The cathode materials for lithium-ion batteries are lithium-containing transition metal oxides and phosphides such as LiCoO2 and LiFePO4, as well as conductive polymers such as polyacetylene, polyphenylene, polypyrrole, polythiophene, and active polysulfide compounds.
Lithium-intercalated compound cathode materials are an important component of lithium-ion batteries. Cathode materials account for a large proportion of lithium-ion batteries (the mass ratio of positive to negative electrode materials is 3:1 to 4:1), therefore, the performance of cathode materials will greatly affect the performance of the battery, and their cost will directly determine the cost of the battery.
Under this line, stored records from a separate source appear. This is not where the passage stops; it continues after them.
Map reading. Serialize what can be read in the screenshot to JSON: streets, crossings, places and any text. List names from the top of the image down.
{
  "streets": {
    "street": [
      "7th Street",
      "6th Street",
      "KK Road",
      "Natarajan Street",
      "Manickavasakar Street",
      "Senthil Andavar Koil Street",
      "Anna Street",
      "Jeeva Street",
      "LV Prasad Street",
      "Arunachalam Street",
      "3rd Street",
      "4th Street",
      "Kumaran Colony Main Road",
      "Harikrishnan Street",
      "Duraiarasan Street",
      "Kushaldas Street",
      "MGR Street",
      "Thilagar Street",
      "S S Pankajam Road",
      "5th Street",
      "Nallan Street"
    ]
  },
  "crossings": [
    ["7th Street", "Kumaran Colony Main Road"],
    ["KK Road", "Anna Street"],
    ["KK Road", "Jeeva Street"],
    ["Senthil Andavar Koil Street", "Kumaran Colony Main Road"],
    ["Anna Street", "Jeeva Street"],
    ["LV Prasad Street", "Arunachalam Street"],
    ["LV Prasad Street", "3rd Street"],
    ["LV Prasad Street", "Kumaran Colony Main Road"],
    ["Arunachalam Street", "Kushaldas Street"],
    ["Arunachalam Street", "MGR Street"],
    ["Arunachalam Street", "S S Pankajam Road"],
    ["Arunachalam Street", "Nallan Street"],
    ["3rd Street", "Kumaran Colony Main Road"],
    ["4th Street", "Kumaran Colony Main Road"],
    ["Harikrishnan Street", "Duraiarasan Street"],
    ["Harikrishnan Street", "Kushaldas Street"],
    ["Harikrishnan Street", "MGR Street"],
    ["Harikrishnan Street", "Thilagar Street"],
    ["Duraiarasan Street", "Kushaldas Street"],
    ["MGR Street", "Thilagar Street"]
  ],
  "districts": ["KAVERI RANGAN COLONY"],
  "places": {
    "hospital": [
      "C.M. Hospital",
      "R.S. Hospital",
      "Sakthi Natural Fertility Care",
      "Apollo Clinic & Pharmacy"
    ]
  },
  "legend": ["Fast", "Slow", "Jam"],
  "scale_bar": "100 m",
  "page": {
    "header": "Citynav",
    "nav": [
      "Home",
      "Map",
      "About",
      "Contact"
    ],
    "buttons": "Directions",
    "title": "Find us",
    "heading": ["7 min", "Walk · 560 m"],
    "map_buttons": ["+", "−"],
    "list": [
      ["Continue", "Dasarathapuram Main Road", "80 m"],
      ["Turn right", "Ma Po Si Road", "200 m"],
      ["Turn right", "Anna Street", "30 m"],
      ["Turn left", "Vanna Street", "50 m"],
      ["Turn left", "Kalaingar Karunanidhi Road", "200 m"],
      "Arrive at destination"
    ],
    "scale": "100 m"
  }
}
1. LiCoO2 cathode material
LiCoO2 exists in three phases: layered LiCoO2 of the α-NaFeO2 type, spinel-structured LT-LiCoO2, and rock salt phase LiCoO2. In layered LiCoO2, oxygen atoms adopt a distorted cubic close-packed sequence, with cobalt and lithium occupying octahedral positions (3a) and (3b) in the cubic close-packed structure, respectively. In spinel-structured LiCoO2, oxygen atoms are arranged in an ideal cubic close-packed arrangement, with 25% cobalt atoms in the lithium layer and 25% lithium atoms in the cobalt layer. In the rock salt phase lattice, Li+ and Co3+ are randomly arranged, making it impossible to clearly distinguish between the lithium and cobalt layers.
Currently, layered LiCoO2 is widely used in lithium-ion batteries due to its advantages such as high operating voltage, stable charge and discharge voltage, suitability for high-current charge and discharge, high specific energy, and good cycle performance.
2. LiNiO2 cathode material
Ideally, LiNiO2 crystals possess an α-NaFeO2-type layered structure similar to LiCoO2. The theoretical capacity of LiNiO2 is 275 mAh/g, while actual capacities have reached 190-210 mAh/g. Compared to LiCoO2, LiNiO2 has advantages in both price and availability.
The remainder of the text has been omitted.